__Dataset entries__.
==================================================

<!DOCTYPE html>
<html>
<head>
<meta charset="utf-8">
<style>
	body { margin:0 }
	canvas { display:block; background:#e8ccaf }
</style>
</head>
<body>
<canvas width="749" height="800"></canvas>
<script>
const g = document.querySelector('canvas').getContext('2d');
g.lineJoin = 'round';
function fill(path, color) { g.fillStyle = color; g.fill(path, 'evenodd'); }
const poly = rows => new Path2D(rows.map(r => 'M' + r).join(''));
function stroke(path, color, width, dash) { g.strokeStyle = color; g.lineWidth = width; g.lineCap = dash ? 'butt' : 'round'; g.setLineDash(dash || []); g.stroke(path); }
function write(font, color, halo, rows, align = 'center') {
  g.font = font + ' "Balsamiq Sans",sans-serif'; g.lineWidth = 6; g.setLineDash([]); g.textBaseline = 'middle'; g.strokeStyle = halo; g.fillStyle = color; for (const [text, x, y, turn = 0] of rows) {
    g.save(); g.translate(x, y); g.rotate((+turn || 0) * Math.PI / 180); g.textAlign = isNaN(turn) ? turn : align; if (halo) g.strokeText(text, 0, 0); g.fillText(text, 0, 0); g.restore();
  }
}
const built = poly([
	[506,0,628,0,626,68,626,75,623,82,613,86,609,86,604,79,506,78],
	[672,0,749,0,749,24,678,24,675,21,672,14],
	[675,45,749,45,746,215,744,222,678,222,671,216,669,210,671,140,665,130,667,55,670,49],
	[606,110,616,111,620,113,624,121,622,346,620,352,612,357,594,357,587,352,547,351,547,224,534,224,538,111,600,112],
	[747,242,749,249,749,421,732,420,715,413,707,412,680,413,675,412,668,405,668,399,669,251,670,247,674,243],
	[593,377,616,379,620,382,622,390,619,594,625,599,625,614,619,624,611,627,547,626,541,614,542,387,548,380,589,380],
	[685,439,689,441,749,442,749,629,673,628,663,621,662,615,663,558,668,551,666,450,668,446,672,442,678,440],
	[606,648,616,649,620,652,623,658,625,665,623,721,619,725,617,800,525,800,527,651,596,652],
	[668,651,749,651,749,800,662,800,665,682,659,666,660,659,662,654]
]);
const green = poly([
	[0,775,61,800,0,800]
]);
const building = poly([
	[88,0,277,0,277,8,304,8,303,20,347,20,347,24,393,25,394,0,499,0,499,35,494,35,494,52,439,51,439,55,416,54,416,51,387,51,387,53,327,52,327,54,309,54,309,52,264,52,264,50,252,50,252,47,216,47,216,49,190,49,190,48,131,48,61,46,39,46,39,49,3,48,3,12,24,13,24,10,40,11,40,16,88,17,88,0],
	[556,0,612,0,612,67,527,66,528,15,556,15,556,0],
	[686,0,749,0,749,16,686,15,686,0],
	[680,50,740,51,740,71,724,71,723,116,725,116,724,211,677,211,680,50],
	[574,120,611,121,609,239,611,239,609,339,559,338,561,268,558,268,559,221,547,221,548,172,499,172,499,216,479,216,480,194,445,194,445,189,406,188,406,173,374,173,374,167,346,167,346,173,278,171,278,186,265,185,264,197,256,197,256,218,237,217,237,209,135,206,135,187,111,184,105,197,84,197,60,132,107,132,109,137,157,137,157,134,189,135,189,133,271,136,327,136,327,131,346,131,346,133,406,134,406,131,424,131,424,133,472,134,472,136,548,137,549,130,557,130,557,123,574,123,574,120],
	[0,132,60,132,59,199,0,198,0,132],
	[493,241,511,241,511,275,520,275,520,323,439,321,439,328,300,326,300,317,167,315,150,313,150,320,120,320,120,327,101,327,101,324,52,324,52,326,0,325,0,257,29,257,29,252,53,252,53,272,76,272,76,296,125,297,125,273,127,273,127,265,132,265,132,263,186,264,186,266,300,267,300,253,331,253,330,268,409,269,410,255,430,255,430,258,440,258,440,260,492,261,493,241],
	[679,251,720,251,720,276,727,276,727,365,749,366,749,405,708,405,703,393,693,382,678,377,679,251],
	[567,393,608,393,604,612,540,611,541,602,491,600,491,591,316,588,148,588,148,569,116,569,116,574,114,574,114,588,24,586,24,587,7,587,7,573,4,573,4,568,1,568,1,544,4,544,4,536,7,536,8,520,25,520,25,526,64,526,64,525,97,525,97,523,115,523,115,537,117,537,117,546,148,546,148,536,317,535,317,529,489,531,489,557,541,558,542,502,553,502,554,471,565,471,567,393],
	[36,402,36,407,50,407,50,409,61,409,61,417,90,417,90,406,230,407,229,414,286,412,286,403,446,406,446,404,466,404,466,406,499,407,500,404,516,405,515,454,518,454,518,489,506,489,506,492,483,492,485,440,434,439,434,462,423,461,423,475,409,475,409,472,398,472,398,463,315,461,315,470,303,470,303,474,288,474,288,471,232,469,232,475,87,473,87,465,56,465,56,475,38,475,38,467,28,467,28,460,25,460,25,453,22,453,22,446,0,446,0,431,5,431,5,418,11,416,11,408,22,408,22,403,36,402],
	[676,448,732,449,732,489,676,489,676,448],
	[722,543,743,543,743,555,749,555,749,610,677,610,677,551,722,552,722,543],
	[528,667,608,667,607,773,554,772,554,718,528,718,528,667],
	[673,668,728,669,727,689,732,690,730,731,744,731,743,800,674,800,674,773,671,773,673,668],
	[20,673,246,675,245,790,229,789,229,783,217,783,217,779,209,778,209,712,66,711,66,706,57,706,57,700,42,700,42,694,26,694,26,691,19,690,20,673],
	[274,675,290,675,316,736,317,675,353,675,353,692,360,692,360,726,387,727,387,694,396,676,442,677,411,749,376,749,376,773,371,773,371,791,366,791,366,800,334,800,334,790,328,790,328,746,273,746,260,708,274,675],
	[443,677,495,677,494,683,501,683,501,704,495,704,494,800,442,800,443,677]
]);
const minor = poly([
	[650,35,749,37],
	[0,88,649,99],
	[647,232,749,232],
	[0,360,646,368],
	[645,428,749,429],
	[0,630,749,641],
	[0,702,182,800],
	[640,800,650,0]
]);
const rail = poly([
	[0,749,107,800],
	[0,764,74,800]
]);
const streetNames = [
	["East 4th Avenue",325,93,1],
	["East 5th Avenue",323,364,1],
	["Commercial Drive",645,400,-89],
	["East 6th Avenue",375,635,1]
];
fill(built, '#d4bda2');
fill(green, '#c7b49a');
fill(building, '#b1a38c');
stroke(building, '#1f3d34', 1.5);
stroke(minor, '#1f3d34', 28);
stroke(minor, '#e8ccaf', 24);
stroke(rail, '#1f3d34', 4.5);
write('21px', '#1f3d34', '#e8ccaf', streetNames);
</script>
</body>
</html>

==================================================

__What is being asked__.
Pull out every line of the records above that contains the word "function".

__Task result__.
function fill(path, color) { g.fillStyle = color; g.fill(path, 'evenodd'); }
function stroke(path, color, width, dash) { g.strokeStyle = color; g.lineWidth = width; g.lineCap = dash ? 'butt' : 'round'; g.setLineDash(dash || []); g.stroke(path); }
function write(font, color, halo, rows, align = 'center') {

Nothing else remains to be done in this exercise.